### Problem details
Please find the lines in the entries below that contain the word "sans", and copy each one.

*** Opening of Given records ***

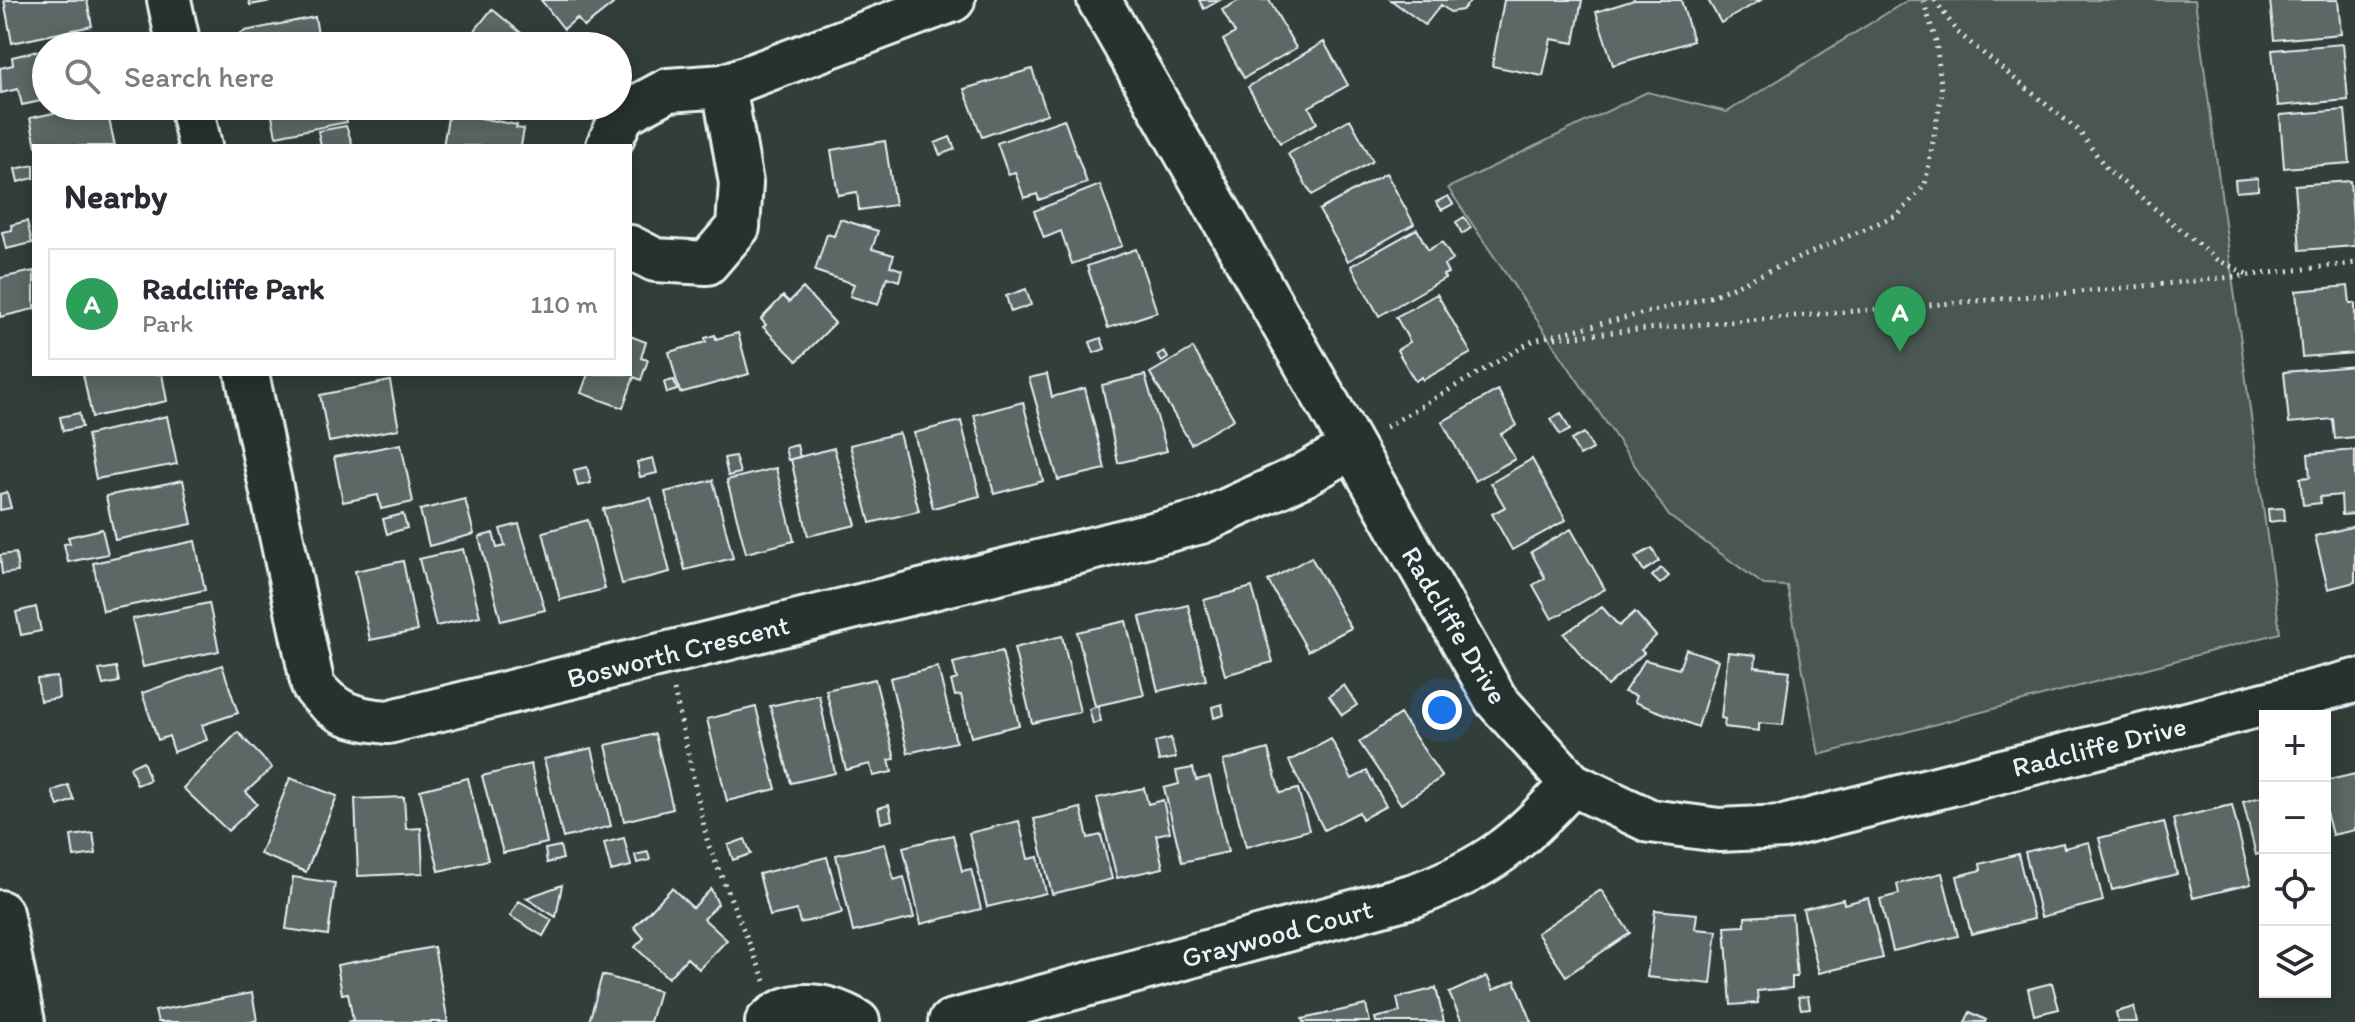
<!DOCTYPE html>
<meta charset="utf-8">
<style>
:root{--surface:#fff;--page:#f2f2f3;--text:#2b2b33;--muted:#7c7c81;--line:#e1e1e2;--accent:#2563eb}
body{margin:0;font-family:Itim,sans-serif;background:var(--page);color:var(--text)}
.controls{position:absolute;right:24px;bottom:24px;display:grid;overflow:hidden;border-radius:0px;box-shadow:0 4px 20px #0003}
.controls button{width:72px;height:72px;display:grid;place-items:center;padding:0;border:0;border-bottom:2px solid var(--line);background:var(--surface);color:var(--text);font:40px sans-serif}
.you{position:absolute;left:1442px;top:710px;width:28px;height:28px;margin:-20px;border:6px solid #fff;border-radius:50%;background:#1a73e8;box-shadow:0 0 0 12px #1a73e833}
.badge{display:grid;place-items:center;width:52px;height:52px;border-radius:50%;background:var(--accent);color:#fff;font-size:26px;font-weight:700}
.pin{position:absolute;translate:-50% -66px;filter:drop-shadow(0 2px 4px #0008)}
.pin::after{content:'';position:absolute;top:42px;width:28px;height:24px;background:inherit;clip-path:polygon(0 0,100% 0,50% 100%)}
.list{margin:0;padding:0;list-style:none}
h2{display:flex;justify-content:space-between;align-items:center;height:104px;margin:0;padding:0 32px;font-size:34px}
h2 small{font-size:26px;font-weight:400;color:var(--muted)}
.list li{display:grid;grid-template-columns:52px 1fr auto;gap:24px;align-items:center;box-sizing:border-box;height:112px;margin:0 16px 16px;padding:0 16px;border:2px solid var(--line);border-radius:0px}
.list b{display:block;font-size:30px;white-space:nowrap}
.list p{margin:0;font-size:26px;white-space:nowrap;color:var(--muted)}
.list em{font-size:26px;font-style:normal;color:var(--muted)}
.icon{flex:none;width:44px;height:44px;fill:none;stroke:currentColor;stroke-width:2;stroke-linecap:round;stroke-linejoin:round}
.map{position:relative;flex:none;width:2355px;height:1022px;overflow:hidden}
.search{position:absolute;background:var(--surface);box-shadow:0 4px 20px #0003;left:32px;top:32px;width:600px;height:88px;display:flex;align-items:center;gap:20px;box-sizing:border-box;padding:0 28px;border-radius:44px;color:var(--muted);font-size:30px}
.panel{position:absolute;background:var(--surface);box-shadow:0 4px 20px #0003;left:32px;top:144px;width:600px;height:232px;border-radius:0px}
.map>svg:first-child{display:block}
.green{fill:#495651;stroke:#98a4a4;stroke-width:2}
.building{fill:#5c6865;stroke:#e8f1f8;stroke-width:2}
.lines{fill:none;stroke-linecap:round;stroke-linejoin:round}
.minor-casing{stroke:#e8f1f8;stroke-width:48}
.secondary-casing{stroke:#e8f1f8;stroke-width:50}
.path{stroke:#e8f1f8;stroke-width:5;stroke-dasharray:2 6;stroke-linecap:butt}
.minor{stroke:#26332d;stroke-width:42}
.secondary{stroke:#26332d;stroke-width:44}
.labels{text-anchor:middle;stroke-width:6;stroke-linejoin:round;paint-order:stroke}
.street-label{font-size:28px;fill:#e8f1f8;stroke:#26332d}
</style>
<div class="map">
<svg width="2355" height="1022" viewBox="0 0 2355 1022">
<rect width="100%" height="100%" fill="#323e39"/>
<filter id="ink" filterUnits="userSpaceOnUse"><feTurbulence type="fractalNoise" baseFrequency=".0125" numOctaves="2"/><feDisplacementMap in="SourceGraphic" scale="16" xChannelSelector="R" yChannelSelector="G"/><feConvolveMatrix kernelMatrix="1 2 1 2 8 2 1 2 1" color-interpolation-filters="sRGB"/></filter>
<g filter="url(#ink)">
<!-- green -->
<path class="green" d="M1908,0H2195L2280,633L1819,755L1787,586L1764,585L1669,516L1448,188L1647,92L1727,112Z"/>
<!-- building -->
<path class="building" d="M4,0H87L92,26L12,43Z
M249,0H277L250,5Z
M541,0H610L613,4L584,27L577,18L564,29Z
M1199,0H1220L1204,9Z
M1240,0H1269L1296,48L1244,78L1223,40L1235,33L1222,10Z
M1391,0H1472L1462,10L1450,12L1441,5L1425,25Z
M1504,0H1582L1574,43L1551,39L1543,76L1492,66Z
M1681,0L1693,41L1613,65L1596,12L1634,0Z
M1708,0H1761L1721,23Z
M2270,0H2338L2341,34L2274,40Z
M492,9L537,46L464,44Z
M315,17L320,46H242L239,34L245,31Z
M376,37L379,46H368L366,40Z
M92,40L94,46H62Z
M1324,42L1348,85L1309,107L1317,123L1280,143L1248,87Z
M2343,44L2348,100L2278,106L2272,50Z
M46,49V100L22,105L18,89L1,93L0,68L13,65L12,57Z
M1032,69L1047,114L982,137L964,89Z
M87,106H106L115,146H36L30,118Z
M270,106H343L347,122L276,136Z
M2345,110L2350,163L2284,168L2280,115Z
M449,112L517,125L516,128L524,129L521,146H443Z
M1064,119L1087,183L1039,200L1037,194L1024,198L1015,172L1008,174L997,143Z
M1350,119L1373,161L1312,195L1288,154Z
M346,126L353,146H321L318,131Z
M950,137L955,149L940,155L935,143Z
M885,141L895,205L859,210L857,192L838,195L831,150Z
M34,165V178L18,182L15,169Z
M1386,173L1414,224L1348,261L1319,210Z
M2258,178V190L2236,192L2235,180Z
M2350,181L2355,246L2300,250L2295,185Z
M1100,185L1122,246L1072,264L1061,231L1044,238L1034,211Z
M1448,196L1453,204L1442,210L1436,202Z
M1464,217L1471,228L1462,234L1456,222Z
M840,219L878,231L872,249L894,255L890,266L902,270L899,281L887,277L878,305L850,296L854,284L815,271L827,234L834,236Z
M27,221L32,243L6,249L2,232L12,230L11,225Z
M1417,229L1428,250L1442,242L1453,260L1444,265L1448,273L1443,275L1445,278L1379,316L1351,266Z
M1136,249L1157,312L1108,328L1087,266Z
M34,271V309L0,317V278Z
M2348,286L2350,303H2355V353L2302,357L2296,291Z
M803,288L835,323L797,361L763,327L766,325L761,319L783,296L789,302Z
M1026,289L1031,305L1011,312L1006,296Z
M1437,294L1471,353L1423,380L1422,377L1415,381L1397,350L1410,342L1396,317Z
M738,333L749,374L680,393L669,352L706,342L705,338L715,335L716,339Z
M630,336L646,342L641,358L648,360L641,380L634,377L623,408L581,393L588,374H630Z
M1101,338L1105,349L1094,353L1090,342Z
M1193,348L1234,419L1191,444L1150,373Z
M1164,351L1168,358L1162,362L1157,355Z
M2355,366V437L2335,439L2333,419L2289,423L2284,372Z
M83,374H162L167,401L92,417Z
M1047,374L1052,397L1085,388L1105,469L1058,480L1029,378Z
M1145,375L1167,451L1118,463L1102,385Z
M674,380L677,390L667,393L664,382Z
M390,381L399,429L329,442L320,395Z
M1498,390L1517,425L1501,434L1515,459L1475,481L1442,422Z
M1023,402L1043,481L994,494L974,415Z
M79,413L82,427L63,431L60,417Z
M1561,413L1570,430L1560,435L1551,419Z
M167,416L177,464L96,479L87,435Z
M961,421L980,496L933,508L914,433Z
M899,433L919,511L870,523L850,445Z
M1584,433L1593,449L1580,456L1571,440Z
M401,444L413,502L381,509L378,495L343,502L334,457Z
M797,445L800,457L788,460L785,448Z
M834,448L856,525L808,536L791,459Z
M2355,450V514L2342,515L2341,495L2320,497L2321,503L2303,505L2300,478L2310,477L2308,454Z
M735,456L740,473L728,476L724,458Z
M653,458L657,473L640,477L637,462Z
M1532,459L1566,520L1512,550L1492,514L1505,507L1491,483Z
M587,467L591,483L578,486L574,470Z
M776,468L794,541L746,553L727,480Z
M183,480L192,524L115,540L106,496Z
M713,480L733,558L685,570L665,492Z
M7,492L11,508L0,510V494Z
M651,498L670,572L622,584L603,509Z
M465,499L474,534L429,546L420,510Z
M2284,508L2285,520L2269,522L2268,509Z
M403,514L407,528L387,534L383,519Z
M588,520L605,589L560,600L543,532Z
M519,524L545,610L501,621L479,537L493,533L497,548L505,546L500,529Z
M2355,526V582L2328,589L2315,536Z
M102,529L108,554L68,562L64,544L70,543L68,537Z
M1571,529L1605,589L1552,619L1533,585L1545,578L1531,552Z
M195,541L205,590L103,611L93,563Z
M1652,548L1659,561L1644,571L1635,557Z
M463,549L480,616L436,626L419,559Z
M16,553L18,572L2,574L0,555Z
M1311,557L1351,628L1308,651L1268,581Z
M403,561L417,631L370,640L355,571Z
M1661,568L1669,576L1660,584L1652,576Z
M1252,587L1273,662L1225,675L1204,600Z
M209,603L219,651L143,667L132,619Z
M1188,605L1206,680L1158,691L1140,617Z
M36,607L41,631L21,635L16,612Z
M1602,607L1619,626L1635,612L1656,636L1641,650L1644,653L1607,686L1564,634Z
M1126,621L1144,695L1095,706L1077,632Z
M1062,636L1080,712L1032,723L1014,648Z
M1686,649L1718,660L1698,727L1634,702L1636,696L1624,692L1645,660L1679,669Z
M1002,651L1019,725L971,737L961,695L955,696L951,681L957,679L953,663Z
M1728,652L1756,655L1755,667L1790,671L1783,725L1759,723V731L1724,727L1725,719L1721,718Z
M222,665L238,713L202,725L207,740L174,752L169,736L158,740L142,693Z
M116,667L119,682L103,685L99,670Z
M938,667L956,742L908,753L890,678Z
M57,677L59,698L40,701L37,679Z
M875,679L895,759L889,760L892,772L873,776L870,764L846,770L826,690Z
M1344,685L1357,705L1342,715L1329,696Z
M819,695L835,773L791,783L770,706Z
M1222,704L1224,715L1214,718L1212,707Z
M1098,706L1101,721L1093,724L1089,709Z
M756,707L776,789L727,801L707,719Z
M1400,714L1442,777L1401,804L1359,742Z
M238,732L272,768L246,792L257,804L228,831L183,788Z
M655,734L673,809L624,821L606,745Z
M1171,738L1176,758L1159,761L1155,742Z
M1331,739L1352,779L1367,771L1386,806L1362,819L1359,812L1324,830L1289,761Z
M592,748L611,826L563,838L544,759Z
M1268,749L1280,793L1298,789L1309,830L1246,847L1223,761Z
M143,761L150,780L137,785L130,767Z
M531,764L547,843L503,853L482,776Z
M1193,768L1196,780L1210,777L1228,852L1182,862L1164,788L1179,784L1176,771Z
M2355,774V830L2332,835L2325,808V781Z
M290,778L337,796L306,872L260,854Z
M468,778L488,860L439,871L420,790Z
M68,785L74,800L58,806L52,791Z
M1144,788L1148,804L1163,800L1170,832L1156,835L1163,868L1117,878L1097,798Z
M2265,796V852L2256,855L2243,802Z
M404,797L406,829L421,828L423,873L358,876L355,799Z
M889,805L892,820L881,823L878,808Z
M2232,805L2251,884L2193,898L2173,819Z
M1081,808L1088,838L1101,835L1112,879L1052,894L1034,819Z
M1019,821L1028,859L1038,857L1046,893L987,907L969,833Z
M2164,822L2177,874L2112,890L2099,838Z
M93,833L96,854L74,857L71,836Z
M953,835L962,871L971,869L981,909L921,924L903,847Z
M624,838L631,866L611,871L604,843Z
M745,839L751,854L733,860L728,845Z
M2089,842L2103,901L2041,917L2025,852L2063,843L2064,848Z
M885,844L894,880L904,877L914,918L853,932L836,855Z
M560,846L563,859L547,863L545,849Z
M648,852L650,860L637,863L635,855Z
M2018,854L2034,919L1971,934L1957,876L1981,870L1980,864Z
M827,857L842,913L800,923L797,910L770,916L759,874Z
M1942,873L1958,936L1893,951L1880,899L1899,894L1897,884Z
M293,877L335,883L328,935L286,929Z
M562,885L556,917L526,898Z
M672,888L693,908L711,889L718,904L704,919L727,940L699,969L687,958L668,978L635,947L644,938L634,927Z
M1601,890L1630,933L1566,976L1537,933Z
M1868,898L1883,958L1819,973L1803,909L1843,899L1844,904Z
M519,901L552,920L543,936L510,916Z
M1655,910L1697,914L1695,929L1717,931L1711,984L1647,977Z
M1792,914L1797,977H1792V988L1757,991L1758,1003L1731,1005L1725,927L1745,926V917Z
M434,947L448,1022H347L353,1020L348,993L342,994L337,965Z
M602,975L659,991L650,1022H589Z
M1487,976L1493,990L1515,980L1532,1022H1462L1449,993Z
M2052,983L2059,1009L2034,1015L2028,989Z
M1436,988L1444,1022H1376L1375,1018L1400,1012L1397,998Z
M252,993L257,1020L251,1022H158L155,1011Z
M1808,996L1810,1008L1801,1009L1798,997Z
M1366,1005L1370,1022H1303L1302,1019Z
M2134,1007L2137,1022H2118L2116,1012Z
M1970,1012L1986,1020L1985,1022H1965Z"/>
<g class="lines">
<!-- minor casing -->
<g class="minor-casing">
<path id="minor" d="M169,0L179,46
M1099,0L1496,700L1572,784L1650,821L1719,830L1783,827L2355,681
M191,106L200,146
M608,146L623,114L668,90L724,86L953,0
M630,247L655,260L707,263L738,227L741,183L724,86
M247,374L313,686C335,714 354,719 388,722L1201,522L1304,475L1351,448
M767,1022C794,997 829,1005 858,1022
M950,1022L1415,895C1490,867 1519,842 1572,784"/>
</g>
<!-- secondary casing -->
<g class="secondary-casing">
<path id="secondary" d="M0,913L22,1022"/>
</g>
<!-- path -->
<path class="path" d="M1935,0L1957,32L2079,131L2107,169L2216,259L2251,276
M1555,338C1821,311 2089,296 2355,263
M1386,427L1534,340L1710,297L1899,214L1925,185L1942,92L1936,41L1923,0
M674,690L708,844L765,981"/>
<!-- minor -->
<use href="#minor" class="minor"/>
<!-- secondary -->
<use href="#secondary" class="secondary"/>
</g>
</g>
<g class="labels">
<!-- street labels -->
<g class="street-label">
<text transform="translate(1455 625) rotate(59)" y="10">Radcliffe Drive</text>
<text transform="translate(678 651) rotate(-14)" y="10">Bosworth Crescent</text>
<text transform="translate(2099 746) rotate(-14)" y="10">Radcliffe Drive</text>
<text transform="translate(1277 933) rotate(-15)" y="10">Graywood Court</text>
</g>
</g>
</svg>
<div class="controls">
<button>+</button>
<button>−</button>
<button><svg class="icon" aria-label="locate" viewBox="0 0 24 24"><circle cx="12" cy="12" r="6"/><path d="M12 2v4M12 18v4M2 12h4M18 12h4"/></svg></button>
<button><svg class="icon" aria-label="layers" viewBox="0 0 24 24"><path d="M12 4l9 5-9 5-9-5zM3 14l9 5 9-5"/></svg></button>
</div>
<div class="you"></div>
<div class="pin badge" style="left:1900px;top:352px;background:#2e9e5b">A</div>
<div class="search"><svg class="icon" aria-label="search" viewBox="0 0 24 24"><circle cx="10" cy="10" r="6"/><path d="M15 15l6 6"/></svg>Search here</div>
<section class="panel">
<h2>Nearby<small></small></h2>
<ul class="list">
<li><span class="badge" style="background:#2e9e5b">A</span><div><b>Radcliffe Park</b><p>Park</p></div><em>110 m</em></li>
</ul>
</section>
</div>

*** Close of Given records ***

### Completed task
body{margin:0;font-family:Itim,sans-serif;background:var(--page);color:var(--text)}
.controls button{width:72px;height:72px;display:grid;place-items:center;padding:0;border:0;border-bottom:2px solid var(--line);background:var(--surface);color:var(--text);font:40px sans-serif}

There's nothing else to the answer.